(Excerpts from a dataset)
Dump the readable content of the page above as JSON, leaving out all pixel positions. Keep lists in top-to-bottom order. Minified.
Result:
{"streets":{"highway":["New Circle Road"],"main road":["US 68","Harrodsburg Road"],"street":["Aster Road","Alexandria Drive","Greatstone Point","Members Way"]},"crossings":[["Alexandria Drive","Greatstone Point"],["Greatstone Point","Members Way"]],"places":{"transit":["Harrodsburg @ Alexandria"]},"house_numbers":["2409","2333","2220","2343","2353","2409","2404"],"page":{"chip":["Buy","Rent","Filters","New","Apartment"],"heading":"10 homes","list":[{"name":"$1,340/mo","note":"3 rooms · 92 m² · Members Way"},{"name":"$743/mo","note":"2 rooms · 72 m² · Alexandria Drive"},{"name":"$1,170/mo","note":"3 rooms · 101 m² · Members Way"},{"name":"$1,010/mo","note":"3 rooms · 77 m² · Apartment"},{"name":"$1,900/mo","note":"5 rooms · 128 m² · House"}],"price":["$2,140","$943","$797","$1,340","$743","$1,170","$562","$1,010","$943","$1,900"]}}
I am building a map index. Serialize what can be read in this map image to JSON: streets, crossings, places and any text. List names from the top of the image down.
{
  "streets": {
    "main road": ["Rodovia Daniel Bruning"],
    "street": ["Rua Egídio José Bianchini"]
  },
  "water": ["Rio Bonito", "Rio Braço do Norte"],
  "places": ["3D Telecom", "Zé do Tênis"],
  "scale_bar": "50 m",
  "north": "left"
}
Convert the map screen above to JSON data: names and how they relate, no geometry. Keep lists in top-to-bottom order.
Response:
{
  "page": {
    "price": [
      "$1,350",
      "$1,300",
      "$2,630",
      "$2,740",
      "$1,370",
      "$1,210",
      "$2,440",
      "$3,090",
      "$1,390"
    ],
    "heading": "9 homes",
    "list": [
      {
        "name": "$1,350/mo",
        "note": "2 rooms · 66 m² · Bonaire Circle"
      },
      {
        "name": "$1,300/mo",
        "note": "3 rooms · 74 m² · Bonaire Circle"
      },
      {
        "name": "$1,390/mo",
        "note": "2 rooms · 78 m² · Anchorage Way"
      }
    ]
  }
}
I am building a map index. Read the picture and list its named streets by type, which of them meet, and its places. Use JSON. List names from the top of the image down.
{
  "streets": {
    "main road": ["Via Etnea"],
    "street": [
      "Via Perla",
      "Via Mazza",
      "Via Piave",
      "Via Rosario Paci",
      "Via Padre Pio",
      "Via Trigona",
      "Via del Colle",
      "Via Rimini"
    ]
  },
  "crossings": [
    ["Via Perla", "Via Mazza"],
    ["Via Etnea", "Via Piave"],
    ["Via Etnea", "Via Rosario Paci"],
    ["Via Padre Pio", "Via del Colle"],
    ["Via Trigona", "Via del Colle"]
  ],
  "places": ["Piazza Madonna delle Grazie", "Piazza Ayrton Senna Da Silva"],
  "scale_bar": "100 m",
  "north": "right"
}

Problem requirements> Please transcribe all of the entries precisely.

Task response>
Dump the readable content of the page above as JSON, leaving out all pixel positions. Keep lists in top-to-bottom order. Minified.
Result:
{"streets":{"highway":["New Circle Road"],"main road":["US 68","Harrodsburg Road"],"street":["Aster Road","Alexandria Drive","Greatstone Point","Members Way"]},"crossings":[["Alexandria Drive","Greatstone Point"],["Greatstone Point","Members Way"]],"places":{"transit":["Harrodsburg @ Alexandria"]},"house_numbers":["2409","2333","2220","2343","2353","2409","2404"],"page":{"chip":["Buy","Rent","Filters","New","Apartment"],"heading":"10 homes","list":[{"name":"$1,340/mo","note":"3 rooms · 92 m² · Members Way"},{"name":"$743/mo","note":"2 rooms · 72 m² · Alexandria Drive"},{"name":"$1,170/mo","note":"3 rooms · 101 m² · Members Way"},{"name":"$1,010/mo","note":"3 rooms · 77 m² · Apartment"},{"name":"$1,900/mo","note":"5 rooms · 128 m² · House"}],"price":["$2,140","$943","$797","$1,340","$743","$1,170","$562","$1,010","$943","$1,900"]}}
I am building a map index. Serialize what can be read in this map image to JSON: streets, crossings, places and any text. List names from the top of the image down.
{
  "streets": {
    "main road": ["Rodovia Daniel Bruning"],
    "street": ["Rua Egídio José Bianchini"]
  },
  "water": ["Rio Bonito", "Rio Braço do Norte"],
  "places": ["3D Telecom", "Zé do Tênis"],
  "scale_bar": "50 m",
  "north": "left"
}
Convert the map screen above to JSON data: names and how they relate, no geometry. Keep lists in top-to-bottom order.
Response:
{
  "page": {
    "price": [
      "$1,350",
      "$1,300",
      "$2,630",
      "$2,740",
      "$1,370",
      "$1,210",
      "$2,440",
      "$3,090",
      "$1,390"
    ],
    "heading": "9 homes",
    "list": [
      {
        "name": "$1,350/mo",
        "note": "2 rooms · 66 m² · Bonaire Circle"
      },
      {
        "name": "$1,300/mo",
        "note": "3 rooms · 74 m² · Bonaire Circle"
      },
      {
        "name": "$1,390/mo",
        "note": "2 rooms · 78 m² · Anchorage Way"
      }
    ]
  }
}
I am building a map index. Read the picture and list its named streets by type, which of them meet, and its places. Use JSON. List names from the top of the image down.
{
  "streets": {
    "main road": ["Via Etnea"],
    "street": [
      "Via Perla",
      "Via Mazza",
      "Via Piave",
      "Via Rosario Paci",
      "Via Padre Pio",
      "Via Trigona",
      "Via del Colle",
      "Via Rimini"
    ]
  },
  "crossings": [
    ["Via Perla", "Via Mazza"],
    ["Via Etnea", "Via Piave"],
    ["Via Etnea", "Via Rosario Paci"],
    ["Via Padre Pio", "Via del Colle"],
    ["Via Trigona", "Via del Colle"]
  ],
  "places": ["Piazza Madonna delle Grazie", "Piazza Ayrton Senna Da Silva"],
  "scale_bar": "100 m",
  "north": "right"
}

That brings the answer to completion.